The U.S. dollar leapt higher on Thursday, buoyed by rising Treasury yields, as concerns over tariffs sent shockwaves through currency markets. The yen, euro, and pound edged closer to multi-month lows, while investors braced for potential economic fallout.
Treasury Yields Climb to New Highs
Treasury yields continued their upward march, with the benchmark 10-year U.S. Treasury note reaching 4.73% on Wednesday—the highest level since late April. During Asian trading hours, the yield settled slightly lower at 4.6769%, but the pressure remained firmly on.
This surge in yields has largely been driven by speculation surrounding new tariffs and their potential inflationary effects. The bond market selloff has intensified as investors weigh the risks, further propping up the dollar’s strength.
Euro Flirts with $1 Threshold
The euro faced renewed pressure, falling to $1.03095. This keeps the single currency uncomfortably close to the two-year low it hit last week. Analysts warn that tariff-related fears and the strong dollar could push the euro below the critical $1 mark.
The potential for the euro to break below this threshold underscores the high stakes in the current environment. Currency traders are watching closely, as a fall below $1 would signal a dramatic shift in the global economic balance.
British Pound Slides Amid Yield Spike
The British pound also struggled, dipping to $1.2353 in early Asian trading—its lowest level since April.

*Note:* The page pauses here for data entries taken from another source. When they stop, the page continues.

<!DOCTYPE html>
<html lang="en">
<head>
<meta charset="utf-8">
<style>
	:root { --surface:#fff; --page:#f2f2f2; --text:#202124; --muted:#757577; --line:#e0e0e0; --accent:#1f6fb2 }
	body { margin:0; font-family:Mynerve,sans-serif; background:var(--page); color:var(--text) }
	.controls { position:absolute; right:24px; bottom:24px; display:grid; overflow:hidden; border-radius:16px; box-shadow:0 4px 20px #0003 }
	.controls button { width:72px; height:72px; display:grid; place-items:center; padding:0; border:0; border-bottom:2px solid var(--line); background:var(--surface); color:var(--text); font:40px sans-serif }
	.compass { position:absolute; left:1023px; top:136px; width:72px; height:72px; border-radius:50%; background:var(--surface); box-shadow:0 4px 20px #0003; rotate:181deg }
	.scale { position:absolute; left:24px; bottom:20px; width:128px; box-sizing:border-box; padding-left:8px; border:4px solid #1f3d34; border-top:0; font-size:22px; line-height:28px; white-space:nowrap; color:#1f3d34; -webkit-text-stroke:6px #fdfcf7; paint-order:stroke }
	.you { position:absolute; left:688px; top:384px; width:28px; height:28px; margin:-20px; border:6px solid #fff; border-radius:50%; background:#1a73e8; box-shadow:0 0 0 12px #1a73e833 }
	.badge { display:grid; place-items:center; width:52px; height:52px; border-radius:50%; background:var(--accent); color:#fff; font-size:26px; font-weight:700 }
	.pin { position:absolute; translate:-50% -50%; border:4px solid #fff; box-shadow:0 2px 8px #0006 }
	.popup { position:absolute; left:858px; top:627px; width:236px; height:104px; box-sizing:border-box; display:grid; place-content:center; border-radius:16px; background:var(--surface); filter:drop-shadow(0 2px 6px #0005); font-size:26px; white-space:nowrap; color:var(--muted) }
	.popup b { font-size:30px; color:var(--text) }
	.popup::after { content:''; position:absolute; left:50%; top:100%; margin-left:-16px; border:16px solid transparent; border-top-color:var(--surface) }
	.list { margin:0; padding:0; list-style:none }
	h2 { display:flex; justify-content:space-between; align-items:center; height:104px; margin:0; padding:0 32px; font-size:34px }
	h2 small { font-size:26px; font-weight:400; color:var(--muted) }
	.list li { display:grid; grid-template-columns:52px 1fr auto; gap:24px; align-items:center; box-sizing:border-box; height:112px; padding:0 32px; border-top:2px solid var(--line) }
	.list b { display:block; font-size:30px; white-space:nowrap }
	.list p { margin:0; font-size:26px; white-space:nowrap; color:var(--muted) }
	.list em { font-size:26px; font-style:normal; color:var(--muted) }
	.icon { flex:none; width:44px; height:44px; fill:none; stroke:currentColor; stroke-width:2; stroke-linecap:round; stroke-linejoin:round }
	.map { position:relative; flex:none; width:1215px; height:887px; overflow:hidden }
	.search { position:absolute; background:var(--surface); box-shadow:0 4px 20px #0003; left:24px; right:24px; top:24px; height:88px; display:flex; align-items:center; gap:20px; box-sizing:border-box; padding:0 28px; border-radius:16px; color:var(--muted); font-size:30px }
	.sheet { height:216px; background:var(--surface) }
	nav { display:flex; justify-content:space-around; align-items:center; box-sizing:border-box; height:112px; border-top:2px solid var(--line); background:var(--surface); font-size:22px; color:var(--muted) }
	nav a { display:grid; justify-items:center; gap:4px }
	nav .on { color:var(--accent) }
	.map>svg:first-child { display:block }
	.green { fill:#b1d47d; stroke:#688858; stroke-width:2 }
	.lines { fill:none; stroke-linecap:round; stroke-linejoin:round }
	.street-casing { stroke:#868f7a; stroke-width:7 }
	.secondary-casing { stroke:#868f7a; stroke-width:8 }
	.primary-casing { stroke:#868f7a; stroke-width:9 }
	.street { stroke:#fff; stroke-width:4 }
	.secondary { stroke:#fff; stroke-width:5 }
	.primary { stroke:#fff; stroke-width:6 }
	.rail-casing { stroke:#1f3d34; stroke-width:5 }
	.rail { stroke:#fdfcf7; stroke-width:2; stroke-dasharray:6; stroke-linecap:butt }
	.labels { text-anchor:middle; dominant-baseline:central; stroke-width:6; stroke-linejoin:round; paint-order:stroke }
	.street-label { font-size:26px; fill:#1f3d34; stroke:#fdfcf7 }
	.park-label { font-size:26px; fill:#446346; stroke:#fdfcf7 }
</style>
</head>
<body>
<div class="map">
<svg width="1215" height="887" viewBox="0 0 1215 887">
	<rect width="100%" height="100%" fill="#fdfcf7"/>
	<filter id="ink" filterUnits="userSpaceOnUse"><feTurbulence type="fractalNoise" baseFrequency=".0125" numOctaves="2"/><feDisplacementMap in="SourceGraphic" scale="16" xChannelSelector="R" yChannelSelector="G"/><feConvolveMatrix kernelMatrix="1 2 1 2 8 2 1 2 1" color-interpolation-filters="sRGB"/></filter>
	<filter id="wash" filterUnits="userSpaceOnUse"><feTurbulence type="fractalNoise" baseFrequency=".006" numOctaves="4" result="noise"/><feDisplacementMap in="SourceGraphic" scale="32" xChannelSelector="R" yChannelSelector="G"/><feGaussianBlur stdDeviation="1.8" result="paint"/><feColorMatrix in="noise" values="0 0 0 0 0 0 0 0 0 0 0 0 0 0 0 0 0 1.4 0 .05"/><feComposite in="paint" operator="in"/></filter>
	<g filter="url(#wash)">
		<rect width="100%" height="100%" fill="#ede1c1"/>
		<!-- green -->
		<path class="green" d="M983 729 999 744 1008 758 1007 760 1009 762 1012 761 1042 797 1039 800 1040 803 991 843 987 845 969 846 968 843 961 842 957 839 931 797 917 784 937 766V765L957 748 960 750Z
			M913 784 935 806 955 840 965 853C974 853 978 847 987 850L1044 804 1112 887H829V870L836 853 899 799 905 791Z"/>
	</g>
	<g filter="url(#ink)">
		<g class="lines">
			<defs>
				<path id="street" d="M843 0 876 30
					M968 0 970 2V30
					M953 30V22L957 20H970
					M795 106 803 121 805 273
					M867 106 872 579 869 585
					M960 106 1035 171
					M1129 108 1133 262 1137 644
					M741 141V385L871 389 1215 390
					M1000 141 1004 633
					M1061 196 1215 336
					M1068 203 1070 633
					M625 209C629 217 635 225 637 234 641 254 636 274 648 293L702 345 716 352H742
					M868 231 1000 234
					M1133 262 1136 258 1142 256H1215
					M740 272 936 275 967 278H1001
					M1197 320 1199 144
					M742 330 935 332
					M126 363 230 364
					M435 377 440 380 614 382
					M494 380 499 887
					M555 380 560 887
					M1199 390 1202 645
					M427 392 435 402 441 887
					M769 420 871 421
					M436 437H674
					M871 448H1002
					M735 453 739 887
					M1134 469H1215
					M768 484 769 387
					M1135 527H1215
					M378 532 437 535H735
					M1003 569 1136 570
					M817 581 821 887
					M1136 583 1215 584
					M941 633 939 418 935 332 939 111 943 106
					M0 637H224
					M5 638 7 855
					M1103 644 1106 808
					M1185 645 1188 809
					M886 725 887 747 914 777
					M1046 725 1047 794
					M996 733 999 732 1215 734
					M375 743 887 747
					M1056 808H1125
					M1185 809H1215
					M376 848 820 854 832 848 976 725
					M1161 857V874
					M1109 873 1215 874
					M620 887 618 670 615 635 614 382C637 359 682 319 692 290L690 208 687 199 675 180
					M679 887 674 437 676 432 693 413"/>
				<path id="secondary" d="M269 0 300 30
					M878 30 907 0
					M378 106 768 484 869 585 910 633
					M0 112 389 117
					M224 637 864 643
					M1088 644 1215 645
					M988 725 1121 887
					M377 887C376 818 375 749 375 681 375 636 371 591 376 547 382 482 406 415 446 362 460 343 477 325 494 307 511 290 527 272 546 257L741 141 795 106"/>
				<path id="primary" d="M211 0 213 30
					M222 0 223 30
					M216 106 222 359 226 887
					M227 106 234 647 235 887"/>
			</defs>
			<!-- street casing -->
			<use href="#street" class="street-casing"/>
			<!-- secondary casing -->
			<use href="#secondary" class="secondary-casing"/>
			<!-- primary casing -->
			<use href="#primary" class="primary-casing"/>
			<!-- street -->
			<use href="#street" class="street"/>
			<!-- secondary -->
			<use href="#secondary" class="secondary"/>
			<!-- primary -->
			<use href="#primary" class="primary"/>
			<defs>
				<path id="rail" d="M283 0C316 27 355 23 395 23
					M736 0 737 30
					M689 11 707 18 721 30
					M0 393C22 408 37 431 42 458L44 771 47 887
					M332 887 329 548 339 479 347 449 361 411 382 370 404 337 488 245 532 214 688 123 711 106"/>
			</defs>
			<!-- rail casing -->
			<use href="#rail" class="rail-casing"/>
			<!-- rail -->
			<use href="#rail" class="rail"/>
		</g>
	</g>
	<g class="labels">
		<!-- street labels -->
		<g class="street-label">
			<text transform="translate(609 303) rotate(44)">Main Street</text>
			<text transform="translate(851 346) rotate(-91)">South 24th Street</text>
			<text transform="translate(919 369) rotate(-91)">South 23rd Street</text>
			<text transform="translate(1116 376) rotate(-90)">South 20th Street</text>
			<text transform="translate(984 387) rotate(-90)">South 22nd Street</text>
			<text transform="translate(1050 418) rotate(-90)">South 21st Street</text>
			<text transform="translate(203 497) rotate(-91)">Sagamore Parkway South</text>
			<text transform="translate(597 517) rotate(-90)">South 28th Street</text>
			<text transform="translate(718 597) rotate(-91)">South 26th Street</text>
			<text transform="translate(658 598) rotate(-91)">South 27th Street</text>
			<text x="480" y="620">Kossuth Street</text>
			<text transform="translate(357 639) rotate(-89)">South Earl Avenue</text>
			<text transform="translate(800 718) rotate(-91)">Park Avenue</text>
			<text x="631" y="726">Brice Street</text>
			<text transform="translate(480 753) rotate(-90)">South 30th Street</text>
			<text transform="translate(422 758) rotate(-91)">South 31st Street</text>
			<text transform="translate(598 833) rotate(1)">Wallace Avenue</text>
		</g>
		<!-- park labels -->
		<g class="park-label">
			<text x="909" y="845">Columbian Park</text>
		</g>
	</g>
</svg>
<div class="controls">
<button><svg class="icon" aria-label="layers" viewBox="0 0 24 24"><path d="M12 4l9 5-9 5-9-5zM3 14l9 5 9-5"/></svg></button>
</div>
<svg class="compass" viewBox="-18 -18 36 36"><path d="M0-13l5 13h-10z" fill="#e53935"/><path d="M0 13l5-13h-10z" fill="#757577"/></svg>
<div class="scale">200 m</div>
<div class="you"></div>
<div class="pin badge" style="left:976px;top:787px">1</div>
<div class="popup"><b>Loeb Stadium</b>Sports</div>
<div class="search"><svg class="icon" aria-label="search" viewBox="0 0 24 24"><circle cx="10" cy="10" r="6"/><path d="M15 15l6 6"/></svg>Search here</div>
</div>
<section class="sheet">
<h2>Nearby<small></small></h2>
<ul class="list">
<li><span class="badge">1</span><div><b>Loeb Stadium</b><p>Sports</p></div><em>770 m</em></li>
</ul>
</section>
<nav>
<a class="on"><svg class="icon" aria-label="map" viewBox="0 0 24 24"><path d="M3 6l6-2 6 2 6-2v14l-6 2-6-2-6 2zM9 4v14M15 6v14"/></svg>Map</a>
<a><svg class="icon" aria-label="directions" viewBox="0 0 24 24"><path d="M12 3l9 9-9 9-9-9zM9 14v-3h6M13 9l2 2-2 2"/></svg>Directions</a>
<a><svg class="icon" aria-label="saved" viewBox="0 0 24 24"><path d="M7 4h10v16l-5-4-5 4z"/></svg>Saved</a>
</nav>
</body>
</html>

The drop coincides with British government bond yields hitting multi-year highs, reflecting growing concerns about inflation and fiscal policies under the Trump administration.

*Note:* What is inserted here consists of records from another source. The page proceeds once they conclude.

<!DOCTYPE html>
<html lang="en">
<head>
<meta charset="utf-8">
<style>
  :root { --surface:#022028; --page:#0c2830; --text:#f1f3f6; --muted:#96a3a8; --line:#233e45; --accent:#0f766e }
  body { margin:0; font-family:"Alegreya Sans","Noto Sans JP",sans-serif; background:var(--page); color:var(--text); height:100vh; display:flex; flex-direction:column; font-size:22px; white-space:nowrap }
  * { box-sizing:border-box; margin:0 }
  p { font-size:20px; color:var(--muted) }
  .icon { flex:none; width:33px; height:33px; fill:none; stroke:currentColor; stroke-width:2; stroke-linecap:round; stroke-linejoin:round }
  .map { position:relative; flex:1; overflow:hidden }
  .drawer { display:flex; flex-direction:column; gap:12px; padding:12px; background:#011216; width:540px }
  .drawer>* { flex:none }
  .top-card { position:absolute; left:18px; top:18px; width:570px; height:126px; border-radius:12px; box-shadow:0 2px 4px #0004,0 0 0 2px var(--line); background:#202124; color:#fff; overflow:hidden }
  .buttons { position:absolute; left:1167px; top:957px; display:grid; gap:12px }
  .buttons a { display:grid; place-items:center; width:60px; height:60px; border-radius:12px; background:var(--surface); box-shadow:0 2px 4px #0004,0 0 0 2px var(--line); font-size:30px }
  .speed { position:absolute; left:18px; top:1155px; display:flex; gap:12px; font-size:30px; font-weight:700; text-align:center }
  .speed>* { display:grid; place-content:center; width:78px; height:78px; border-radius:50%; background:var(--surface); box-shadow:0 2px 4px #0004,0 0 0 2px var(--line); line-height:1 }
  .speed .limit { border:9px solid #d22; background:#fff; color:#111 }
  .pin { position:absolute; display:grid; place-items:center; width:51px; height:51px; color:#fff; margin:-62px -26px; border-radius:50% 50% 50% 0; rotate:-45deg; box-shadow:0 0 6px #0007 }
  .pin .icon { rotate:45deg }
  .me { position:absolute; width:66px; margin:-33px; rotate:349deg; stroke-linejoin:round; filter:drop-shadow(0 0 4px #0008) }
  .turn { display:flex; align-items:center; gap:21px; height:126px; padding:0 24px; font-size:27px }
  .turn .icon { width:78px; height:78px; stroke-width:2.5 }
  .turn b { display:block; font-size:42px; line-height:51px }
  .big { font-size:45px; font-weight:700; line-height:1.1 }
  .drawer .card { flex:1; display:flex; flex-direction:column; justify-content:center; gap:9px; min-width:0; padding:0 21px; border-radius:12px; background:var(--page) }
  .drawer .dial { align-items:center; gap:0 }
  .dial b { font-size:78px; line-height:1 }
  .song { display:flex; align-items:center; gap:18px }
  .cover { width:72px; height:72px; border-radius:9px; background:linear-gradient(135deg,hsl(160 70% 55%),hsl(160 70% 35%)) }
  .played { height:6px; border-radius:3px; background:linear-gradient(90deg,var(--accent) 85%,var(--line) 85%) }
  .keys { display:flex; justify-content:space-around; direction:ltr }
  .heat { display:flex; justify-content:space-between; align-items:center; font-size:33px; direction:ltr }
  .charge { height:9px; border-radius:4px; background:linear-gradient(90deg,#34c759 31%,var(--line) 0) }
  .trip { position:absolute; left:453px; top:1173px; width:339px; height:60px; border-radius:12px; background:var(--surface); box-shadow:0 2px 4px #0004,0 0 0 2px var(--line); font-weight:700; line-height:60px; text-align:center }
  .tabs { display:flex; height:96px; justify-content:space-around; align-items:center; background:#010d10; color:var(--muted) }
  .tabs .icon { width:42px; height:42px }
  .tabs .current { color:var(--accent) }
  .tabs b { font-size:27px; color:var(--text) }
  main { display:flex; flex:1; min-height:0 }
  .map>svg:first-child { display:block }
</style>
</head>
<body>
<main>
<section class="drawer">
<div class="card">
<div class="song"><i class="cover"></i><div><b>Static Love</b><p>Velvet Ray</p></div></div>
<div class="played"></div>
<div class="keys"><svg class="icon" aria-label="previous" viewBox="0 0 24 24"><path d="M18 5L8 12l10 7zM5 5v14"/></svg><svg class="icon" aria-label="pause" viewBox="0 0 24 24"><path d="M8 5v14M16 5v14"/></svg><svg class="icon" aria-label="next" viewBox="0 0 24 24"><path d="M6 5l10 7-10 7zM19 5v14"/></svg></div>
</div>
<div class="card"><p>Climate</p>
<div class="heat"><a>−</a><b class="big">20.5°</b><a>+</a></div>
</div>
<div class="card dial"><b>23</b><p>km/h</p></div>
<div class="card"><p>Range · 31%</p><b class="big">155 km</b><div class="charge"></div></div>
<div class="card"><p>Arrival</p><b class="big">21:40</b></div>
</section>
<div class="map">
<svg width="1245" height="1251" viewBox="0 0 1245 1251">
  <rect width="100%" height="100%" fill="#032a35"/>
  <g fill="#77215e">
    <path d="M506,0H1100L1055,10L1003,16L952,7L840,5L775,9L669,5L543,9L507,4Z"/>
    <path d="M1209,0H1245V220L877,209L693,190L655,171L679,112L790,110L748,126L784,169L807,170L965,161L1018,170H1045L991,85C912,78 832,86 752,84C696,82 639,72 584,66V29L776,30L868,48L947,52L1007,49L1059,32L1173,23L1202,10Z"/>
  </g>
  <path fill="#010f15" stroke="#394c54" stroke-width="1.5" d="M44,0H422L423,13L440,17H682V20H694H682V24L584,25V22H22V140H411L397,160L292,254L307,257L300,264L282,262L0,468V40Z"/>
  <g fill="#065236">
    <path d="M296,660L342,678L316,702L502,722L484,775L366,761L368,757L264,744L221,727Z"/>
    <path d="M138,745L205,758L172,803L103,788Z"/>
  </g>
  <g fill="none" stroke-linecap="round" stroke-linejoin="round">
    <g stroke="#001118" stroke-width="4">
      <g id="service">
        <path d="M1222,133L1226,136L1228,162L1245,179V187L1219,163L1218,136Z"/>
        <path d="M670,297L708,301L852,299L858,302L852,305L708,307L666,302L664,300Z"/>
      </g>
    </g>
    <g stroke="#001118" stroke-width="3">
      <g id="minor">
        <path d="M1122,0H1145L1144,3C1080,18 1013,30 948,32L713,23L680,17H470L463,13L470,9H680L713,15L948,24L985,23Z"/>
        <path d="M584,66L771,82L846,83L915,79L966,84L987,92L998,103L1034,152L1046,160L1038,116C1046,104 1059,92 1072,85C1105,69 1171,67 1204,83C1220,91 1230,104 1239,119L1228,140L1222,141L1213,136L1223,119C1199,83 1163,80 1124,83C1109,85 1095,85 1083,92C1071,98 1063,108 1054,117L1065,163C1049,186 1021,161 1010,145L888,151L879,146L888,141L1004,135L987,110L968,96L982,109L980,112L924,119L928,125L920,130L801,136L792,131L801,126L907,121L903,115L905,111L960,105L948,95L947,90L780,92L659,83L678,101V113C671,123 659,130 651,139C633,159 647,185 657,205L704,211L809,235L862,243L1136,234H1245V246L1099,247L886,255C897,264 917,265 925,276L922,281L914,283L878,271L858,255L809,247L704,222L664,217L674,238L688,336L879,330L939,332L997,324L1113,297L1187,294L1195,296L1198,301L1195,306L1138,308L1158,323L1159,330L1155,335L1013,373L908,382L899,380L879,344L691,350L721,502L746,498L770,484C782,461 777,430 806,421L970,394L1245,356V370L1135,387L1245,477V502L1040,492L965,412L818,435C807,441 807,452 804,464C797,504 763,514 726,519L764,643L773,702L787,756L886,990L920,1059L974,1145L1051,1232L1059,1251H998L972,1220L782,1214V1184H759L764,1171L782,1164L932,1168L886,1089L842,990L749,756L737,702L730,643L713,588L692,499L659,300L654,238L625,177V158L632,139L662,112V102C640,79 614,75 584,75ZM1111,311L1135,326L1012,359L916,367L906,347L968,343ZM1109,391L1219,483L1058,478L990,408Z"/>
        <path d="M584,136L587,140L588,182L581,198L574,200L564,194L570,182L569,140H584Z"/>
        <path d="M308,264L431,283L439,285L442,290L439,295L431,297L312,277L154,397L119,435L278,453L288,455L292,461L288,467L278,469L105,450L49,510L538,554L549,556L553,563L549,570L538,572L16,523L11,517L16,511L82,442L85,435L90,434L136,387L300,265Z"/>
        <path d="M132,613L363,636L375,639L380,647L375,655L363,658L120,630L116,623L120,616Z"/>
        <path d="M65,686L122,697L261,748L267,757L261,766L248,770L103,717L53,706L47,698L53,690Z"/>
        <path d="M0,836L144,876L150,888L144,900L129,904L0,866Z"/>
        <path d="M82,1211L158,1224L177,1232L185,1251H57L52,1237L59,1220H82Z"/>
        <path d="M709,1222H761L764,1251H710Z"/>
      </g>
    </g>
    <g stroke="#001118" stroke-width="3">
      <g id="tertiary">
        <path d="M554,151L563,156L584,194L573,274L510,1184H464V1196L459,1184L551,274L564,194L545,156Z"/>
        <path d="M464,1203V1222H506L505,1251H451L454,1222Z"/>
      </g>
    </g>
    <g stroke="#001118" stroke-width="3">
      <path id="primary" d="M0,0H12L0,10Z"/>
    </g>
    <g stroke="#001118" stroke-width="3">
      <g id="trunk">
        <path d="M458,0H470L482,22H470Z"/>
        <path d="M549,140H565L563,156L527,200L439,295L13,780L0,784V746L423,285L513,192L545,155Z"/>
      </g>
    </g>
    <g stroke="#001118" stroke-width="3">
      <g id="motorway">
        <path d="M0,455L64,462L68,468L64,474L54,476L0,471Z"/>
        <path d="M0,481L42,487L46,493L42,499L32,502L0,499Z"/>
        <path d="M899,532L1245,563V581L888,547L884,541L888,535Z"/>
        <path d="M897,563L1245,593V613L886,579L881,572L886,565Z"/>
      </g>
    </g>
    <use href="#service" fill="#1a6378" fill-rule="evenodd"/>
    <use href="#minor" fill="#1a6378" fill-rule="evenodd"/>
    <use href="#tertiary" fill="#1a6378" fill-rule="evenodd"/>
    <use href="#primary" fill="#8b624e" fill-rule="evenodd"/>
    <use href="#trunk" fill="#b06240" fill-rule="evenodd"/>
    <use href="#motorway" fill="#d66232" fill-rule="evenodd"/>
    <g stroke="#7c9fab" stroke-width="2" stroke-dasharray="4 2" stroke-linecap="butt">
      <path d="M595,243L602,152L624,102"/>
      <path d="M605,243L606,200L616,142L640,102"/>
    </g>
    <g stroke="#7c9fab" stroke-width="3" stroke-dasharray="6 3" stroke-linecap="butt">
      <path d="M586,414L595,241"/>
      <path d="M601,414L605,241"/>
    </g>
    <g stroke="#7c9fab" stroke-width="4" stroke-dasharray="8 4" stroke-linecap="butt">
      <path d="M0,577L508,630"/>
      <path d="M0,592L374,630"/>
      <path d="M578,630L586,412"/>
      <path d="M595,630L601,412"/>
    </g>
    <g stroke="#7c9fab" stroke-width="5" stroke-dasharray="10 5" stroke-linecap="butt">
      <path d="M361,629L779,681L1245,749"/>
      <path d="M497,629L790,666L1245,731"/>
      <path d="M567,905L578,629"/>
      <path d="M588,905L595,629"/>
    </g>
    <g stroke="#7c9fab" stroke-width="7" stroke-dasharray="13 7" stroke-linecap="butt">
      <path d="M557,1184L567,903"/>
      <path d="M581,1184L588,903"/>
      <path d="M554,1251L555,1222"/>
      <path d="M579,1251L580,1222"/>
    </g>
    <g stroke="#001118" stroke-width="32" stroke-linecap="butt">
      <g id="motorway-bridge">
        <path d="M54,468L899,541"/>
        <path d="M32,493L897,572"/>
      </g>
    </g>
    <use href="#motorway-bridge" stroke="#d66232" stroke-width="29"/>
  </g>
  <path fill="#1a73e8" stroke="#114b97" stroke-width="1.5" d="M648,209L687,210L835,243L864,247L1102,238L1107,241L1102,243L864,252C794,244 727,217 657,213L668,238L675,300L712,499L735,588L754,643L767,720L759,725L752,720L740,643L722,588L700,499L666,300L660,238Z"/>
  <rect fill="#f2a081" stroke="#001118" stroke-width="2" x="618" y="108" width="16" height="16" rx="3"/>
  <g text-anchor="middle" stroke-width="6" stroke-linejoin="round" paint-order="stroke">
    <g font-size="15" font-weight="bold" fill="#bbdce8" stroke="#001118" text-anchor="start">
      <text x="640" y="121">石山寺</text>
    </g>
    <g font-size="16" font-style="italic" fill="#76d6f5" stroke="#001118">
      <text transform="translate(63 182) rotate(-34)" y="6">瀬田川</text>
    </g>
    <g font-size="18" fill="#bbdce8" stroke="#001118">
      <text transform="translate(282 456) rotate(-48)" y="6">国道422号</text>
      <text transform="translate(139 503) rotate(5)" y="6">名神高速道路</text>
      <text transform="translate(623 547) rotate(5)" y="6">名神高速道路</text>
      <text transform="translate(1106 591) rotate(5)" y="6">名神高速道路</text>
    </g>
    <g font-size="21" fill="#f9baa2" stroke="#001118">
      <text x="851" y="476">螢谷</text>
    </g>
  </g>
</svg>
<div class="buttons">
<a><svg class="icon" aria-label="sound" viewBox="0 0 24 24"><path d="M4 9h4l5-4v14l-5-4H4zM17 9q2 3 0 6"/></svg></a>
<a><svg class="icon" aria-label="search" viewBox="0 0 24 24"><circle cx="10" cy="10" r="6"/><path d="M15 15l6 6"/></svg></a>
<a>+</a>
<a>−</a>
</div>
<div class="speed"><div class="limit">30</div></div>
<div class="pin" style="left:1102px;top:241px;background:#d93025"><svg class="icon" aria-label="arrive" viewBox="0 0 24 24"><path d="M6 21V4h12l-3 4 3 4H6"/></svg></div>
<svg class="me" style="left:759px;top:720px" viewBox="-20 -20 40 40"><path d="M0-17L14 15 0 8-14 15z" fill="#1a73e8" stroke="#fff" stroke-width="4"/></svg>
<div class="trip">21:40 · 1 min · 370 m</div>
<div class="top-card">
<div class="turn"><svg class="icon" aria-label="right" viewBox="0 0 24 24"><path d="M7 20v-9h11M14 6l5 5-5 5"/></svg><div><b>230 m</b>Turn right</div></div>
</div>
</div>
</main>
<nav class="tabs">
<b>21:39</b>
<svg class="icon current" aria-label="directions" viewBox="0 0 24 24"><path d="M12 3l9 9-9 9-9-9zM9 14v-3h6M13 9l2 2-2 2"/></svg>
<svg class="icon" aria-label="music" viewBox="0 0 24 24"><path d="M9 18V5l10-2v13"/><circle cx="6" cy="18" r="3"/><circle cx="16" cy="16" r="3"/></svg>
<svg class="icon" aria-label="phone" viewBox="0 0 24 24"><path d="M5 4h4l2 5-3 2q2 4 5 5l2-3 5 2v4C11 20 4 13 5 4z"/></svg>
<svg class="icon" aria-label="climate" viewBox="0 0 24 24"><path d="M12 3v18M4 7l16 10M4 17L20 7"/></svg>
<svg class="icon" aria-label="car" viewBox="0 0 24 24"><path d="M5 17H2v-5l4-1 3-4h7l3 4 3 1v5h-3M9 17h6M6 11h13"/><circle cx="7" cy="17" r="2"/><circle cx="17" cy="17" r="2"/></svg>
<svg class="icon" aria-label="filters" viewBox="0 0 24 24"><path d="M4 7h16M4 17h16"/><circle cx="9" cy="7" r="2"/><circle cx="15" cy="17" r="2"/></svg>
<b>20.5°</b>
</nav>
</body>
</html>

Unlike the euro, the pound faces compounded risks, including domestic economic uncertainty and external pressures from U.S. tariff policies. The combination is testing the resilience of the British economy and currency markets.
Federal Reserve’s Shocking Shift
Adding to the uncertainty, the Federal Reserve recently surprised markets by slashing its rate hike projections for 2025. The central bank now forecasts just two rate cuts, down from four previously anticipated. This reversal has left investors scrambling to reassess their strategies.
Key concerns driving the Fed’s decision include rising inflation and the Trump administration’s fiscal policies. These factors are not only influencing bond yields but are also contributing to the broader strength of the dollar.